Dull! How can Burton’s Alice be dull? Blame it on Harry Potter, AK Rowling’s franchise, which knocked Lewis Carroll and AA Milne off the top of the best selling children’s book lists. The first book aside, Rowling’s Potter series is H. Rider Haggard or Edgar Rice Burroughs material, full of big battles and endless plot twists. Fantasy elements are there, of course, but, more and more, they’re in the service of the kind of action-based melodramas that literary critics used to call “page turners.”
As films, that’s what happened to the Potter series and, quite frankly, to much of the Lord of the Ring trilogy as well. And those films sold very, very well, as we all know.
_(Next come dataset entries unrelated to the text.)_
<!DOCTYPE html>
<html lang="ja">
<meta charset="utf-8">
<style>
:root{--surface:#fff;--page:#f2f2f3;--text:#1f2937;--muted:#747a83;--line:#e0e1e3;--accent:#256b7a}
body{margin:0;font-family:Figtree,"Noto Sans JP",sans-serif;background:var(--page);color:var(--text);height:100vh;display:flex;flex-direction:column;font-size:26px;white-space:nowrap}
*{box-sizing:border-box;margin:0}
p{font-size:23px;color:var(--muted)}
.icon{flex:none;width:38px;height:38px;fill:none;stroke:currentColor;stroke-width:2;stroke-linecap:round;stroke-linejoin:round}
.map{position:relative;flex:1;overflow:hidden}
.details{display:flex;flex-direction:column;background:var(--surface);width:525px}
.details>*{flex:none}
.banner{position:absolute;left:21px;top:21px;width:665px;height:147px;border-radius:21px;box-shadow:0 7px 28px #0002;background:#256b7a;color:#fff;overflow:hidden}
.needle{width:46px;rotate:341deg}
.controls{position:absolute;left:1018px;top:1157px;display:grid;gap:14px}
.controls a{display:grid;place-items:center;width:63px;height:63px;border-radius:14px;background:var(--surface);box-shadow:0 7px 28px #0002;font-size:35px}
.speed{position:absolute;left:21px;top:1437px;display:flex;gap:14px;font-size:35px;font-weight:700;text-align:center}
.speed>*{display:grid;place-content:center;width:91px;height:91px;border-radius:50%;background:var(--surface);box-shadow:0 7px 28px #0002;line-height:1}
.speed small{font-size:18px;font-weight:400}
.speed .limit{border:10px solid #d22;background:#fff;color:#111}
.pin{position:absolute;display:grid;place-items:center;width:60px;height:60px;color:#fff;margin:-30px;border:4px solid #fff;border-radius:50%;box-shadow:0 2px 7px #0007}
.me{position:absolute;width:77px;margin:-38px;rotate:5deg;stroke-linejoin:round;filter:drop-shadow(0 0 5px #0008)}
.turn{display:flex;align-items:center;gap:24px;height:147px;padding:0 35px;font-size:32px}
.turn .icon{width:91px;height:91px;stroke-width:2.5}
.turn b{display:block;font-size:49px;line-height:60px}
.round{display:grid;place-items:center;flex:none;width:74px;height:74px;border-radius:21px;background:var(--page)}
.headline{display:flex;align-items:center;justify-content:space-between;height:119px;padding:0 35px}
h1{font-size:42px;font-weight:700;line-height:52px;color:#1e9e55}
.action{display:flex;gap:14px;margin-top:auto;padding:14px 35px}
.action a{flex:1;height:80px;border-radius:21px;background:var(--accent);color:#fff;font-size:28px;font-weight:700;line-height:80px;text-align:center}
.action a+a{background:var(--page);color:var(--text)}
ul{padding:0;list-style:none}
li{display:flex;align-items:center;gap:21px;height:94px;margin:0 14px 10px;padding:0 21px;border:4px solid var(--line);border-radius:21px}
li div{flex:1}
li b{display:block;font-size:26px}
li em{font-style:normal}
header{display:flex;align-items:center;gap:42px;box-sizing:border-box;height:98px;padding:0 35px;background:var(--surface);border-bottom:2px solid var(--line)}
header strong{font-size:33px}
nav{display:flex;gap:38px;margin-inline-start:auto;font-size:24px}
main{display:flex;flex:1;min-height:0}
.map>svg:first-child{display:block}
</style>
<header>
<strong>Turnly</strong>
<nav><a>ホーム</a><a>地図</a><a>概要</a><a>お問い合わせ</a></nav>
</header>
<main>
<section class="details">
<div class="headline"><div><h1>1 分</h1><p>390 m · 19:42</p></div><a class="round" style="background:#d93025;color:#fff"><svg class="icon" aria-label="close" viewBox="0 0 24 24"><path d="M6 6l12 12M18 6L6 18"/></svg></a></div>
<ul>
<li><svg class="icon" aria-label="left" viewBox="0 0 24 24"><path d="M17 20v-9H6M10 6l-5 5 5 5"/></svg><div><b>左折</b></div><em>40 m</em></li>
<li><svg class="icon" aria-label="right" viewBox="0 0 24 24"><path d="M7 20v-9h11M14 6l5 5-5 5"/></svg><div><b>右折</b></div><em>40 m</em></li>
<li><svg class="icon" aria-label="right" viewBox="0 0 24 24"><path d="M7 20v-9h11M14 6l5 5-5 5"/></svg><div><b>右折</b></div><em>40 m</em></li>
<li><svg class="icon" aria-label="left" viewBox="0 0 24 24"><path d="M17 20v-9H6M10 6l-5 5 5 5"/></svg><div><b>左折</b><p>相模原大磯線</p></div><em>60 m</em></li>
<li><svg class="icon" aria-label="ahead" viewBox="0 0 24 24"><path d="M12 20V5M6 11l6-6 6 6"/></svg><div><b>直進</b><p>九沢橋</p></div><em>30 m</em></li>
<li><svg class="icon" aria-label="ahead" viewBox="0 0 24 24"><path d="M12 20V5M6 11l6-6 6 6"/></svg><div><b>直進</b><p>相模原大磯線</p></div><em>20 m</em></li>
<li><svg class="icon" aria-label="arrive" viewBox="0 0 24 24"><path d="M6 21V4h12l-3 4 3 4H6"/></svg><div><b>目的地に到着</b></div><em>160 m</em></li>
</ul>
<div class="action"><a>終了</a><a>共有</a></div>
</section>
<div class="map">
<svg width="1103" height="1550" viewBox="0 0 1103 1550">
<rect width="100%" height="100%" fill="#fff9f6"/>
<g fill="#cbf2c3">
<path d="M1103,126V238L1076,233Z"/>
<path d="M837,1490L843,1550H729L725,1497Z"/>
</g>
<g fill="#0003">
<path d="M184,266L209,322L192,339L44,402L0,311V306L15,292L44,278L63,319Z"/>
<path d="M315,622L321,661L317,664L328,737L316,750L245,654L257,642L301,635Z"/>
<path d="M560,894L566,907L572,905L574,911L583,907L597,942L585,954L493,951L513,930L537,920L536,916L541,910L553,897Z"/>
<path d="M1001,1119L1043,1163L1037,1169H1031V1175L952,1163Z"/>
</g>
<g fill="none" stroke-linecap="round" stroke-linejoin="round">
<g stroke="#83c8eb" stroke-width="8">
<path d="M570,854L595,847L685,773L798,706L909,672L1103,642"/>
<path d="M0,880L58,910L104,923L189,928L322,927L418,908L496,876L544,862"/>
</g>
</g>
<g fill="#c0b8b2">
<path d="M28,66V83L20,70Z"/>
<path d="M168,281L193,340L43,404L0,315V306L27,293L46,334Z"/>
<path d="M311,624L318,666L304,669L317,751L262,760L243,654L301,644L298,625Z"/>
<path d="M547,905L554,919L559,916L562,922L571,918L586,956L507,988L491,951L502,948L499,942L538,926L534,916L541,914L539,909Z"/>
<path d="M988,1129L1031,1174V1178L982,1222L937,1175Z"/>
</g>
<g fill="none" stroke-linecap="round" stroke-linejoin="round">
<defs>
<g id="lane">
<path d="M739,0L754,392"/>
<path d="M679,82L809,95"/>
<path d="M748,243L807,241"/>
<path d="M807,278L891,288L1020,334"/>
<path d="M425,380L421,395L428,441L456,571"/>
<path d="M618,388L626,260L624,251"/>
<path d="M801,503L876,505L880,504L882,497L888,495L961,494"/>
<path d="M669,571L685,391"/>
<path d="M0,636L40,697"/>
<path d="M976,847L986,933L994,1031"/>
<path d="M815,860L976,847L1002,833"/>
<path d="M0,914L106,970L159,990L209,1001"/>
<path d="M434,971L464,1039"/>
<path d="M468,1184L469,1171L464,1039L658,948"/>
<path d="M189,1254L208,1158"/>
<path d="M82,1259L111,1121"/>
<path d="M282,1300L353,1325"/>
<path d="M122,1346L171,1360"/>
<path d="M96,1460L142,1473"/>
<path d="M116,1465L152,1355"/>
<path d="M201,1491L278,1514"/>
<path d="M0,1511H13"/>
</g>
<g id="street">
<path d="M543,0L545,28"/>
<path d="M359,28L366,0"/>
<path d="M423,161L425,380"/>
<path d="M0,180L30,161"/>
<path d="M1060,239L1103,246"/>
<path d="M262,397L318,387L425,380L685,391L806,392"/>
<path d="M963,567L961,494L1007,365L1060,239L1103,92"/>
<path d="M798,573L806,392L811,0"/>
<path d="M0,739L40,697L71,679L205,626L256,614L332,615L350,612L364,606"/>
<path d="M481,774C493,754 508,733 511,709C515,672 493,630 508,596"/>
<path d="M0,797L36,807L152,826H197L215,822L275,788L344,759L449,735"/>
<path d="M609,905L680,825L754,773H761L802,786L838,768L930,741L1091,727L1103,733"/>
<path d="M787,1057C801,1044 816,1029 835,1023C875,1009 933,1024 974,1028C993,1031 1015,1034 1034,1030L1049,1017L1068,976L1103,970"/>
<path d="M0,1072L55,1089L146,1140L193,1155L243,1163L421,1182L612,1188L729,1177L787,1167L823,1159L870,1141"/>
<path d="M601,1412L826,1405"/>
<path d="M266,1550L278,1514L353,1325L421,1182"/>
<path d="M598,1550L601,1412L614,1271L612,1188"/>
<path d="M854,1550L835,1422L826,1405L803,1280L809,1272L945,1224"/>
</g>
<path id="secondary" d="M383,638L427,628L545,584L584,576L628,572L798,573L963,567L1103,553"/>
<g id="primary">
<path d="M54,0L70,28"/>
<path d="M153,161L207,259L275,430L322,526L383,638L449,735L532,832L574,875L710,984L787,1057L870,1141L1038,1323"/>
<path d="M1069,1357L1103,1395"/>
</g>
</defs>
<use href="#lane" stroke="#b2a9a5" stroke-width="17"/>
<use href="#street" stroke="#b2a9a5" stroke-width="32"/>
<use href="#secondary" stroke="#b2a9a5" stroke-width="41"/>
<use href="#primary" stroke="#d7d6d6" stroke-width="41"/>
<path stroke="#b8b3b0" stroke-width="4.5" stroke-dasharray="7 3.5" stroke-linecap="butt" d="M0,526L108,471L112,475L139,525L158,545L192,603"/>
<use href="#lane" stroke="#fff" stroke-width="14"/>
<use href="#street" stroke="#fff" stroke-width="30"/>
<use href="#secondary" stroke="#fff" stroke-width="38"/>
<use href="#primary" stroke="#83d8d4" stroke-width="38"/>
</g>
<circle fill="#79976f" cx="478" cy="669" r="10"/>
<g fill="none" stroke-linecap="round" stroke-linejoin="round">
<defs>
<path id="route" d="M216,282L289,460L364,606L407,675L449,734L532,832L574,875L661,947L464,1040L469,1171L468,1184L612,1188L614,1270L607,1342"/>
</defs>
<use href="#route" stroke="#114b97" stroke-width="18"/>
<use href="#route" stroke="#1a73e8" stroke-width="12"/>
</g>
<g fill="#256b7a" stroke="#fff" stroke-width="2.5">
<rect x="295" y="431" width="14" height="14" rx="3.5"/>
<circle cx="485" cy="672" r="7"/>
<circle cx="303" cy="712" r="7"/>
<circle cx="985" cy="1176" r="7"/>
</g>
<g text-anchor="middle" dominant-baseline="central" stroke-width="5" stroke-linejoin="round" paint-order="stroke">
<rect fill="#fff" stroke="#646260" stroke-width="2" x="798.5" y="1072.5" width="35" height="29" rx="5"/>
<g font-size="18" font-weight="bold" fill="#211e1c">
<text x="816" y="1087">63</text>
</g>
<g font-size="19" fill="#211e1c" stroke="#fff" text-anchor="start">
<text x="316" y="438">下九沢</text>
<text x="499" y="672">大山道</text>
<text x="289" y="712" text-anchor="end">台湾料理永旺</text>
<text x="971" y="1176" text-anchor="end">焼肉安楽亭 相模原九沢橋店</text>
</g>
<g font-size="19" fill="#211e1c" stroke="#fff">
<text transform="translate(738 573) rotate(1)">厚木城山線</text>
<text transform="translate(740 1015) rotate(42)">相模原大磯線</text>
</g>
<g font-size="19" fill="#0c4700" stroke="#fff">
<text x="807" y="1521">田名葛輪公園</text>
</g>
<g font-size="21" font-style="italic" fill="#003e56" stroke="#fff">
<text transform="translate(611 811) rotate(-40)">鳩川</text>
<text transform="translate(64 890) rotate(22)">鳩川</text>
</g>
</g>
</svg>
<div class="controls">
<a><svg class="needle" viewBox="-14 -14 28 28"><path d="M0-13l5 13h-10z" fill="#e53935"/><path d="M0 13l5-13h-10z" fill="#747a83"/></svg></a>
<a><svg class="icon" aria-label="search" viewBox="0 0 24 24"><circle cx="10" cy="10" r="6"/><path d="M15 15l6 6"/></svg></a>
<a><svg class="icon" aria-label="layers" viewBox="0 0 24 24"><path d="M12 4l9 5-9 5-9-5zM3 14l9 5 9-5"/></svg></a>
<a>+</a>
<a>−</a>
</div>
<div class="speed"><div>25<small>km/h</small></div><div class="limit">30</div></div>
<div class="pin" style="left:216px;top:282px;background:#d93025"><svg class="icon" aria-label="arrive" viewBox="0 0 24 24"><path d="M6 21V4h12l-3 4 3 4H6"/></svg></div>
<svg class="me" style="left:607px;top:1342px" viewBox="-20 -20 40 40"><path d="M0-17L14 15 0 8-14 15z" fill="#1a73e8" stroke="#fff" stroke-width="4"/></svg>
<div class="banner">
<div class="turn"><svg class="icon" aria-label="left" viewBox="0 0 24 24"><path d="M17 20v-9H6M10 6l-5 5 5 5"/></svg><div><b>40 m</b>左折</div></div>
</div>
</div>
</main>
So did the books. Those two series have influenced every major new fantasy film (and book) that’s come out in the past half-decade or more.
The formula is clear. Use great art directors and animators to make your films look visionary. Create huge, dangerous beasts. Put your main character in dangerous situations. Build up for big fight scenes and then let them rage.
How does all this fit in Alice in Wonderland? The books were crazy travelogues into a world of brilliant make-believe. Plots, such as they are, refer to chess games (Through the Looking Glass) and a vague notion that one can wake from a dream (the original Wonderland).
In Burton’s film, it’s all rush, rush, rush. A not so young Alice, played by 20-something Mia Wasikowska, is, indeed, late, late, late for a very important date. She’s about to be engaged to a wildly inappropriate man, when she falls down the proverbial rabbit hole. All too quickly, she’s on the Red Queen’s enemy’s list and Stayne, her scar-faced henchman is racing around Underland trying to capture her.
The wonderfully crazy Mad Tea Party has been truncated and turned into a set piece where Alice escapes capture by the Red Queen’s forces. When the Mad Hatter is arrested instead of her, Alice pretends to be the Queen’s ally until she and her friends can escape to the White Queen’s castle. Pushing that storyline as hard as can reasonably be imagined, our Alice has to fight the Jabberwocky to turn Underland into Wonderland.
Johnny Depp is wonderful as the Mad Hatter, of course. He seems to have read Carroll and loved it. Anne Hathaway offers a surprisingly neurotic White Queen and Helena Bonham Carter is a properly villainous Red Queen. Proper British actors produce proper voices for all the animated parts, from Tweeledum to the White Rabbit.
Tim Burton’s Alice in Wonderland looks lovely. But where’s its soul? Maybe Disney can hire detectives to find it.